▸ **What needs to be done**
Collect every line of the records below that contains the word "Petunias".

+++

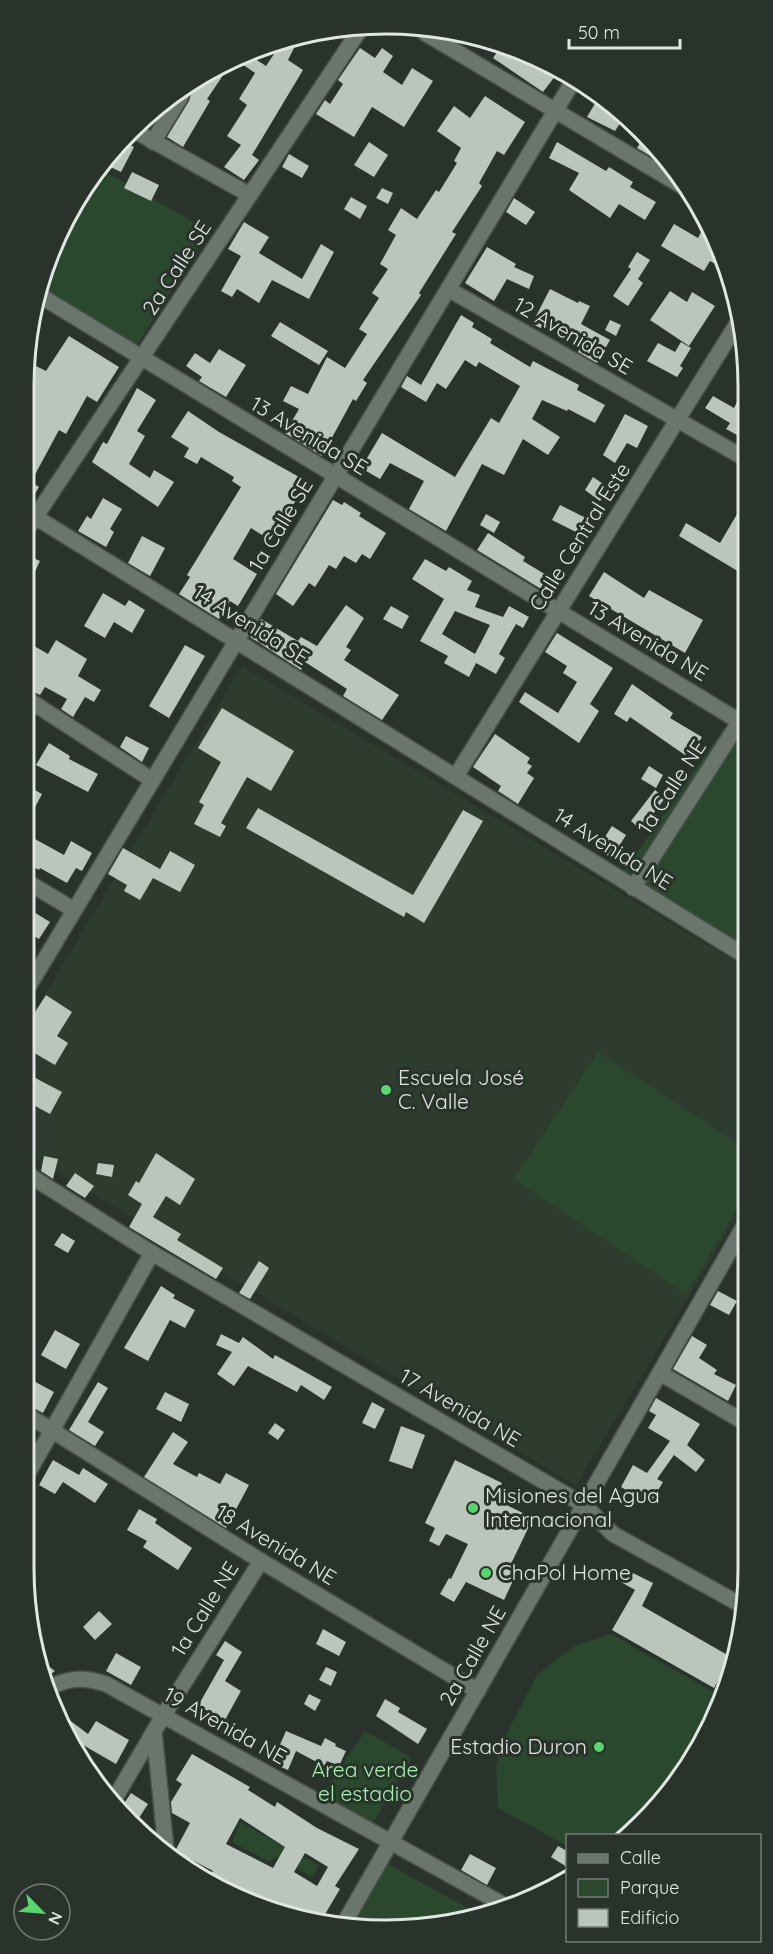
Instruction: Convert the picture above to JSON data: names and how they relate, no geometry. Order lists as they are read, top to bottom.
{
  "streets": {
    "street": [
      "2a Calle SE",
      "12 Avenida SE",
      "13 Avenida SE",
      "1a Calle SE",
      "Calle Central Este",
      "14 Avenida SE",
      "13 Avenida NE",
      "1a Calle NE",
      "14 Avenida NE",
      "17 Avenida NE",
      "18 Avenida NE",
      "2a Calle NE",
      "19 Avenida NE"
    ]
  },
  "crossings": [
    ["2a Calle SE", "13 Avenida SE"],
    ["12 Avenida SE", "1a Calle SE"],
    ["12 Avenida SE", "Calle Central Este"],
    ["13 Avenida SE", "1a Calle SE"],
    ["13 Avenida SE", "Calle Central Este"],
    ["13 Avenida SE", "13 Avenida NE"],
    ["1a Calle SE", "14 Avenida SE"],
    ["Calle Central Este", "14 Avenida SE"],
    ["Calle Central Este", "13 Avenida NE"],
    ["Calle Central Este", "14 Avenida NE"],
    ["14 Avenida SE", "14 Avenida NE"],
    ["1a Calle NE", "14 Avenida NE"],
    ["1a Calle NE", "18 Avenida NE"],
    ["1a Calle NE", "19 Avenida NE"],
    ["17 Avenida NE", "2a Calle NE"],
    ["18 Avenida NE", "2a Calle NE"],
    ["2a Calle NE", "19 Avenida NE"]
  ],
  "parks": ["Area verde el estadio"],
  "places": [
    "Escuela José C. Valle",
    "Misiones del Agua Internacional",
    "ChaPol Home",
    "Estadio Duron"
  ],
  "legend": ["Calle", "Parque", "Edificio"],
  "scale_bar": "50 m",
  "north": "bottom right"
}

+++

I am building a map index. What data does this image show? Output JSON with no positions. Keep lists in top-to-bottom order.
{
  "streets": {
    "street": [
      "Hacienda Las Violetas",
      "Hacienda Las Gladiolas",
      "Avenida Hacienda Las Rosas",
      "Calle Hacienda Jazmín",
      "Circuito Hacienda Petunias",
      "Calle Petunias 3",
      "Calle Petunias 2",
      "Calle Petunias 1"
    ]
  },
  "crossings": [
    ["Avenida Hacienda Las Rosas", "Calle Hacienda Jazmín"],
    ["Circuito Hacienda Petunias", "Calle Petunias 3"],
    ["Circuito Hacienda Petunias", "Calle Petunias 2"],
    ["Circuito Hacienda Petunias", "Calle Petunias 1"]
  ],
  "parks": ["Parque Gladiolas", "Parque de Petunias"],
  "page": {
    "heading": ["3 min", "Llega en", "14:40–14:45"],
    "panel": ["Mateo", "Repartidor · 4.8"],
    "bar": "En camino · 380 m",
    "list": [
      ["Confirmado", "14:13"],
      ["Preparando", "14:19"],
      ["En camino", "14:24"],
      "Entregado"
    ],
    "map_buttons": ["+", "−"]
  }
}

+++

▸ **Reply**
      "Circuito Hacienda Petunias",
      "Calle Petunias 3",
      "Calle Petunias 2",
      "Calle Petunias 1"
    ["Circuito Hacienda Petunias", "Calle Petunias 3"],
    ["Circuito Hacienda Petunias", "Calle Petunias 2"],
    ["Circuito Hacienda Petunias", "Calle Petunias 1"]
  "parks": ["Parque Gladiolas", "Parque de Petunias"],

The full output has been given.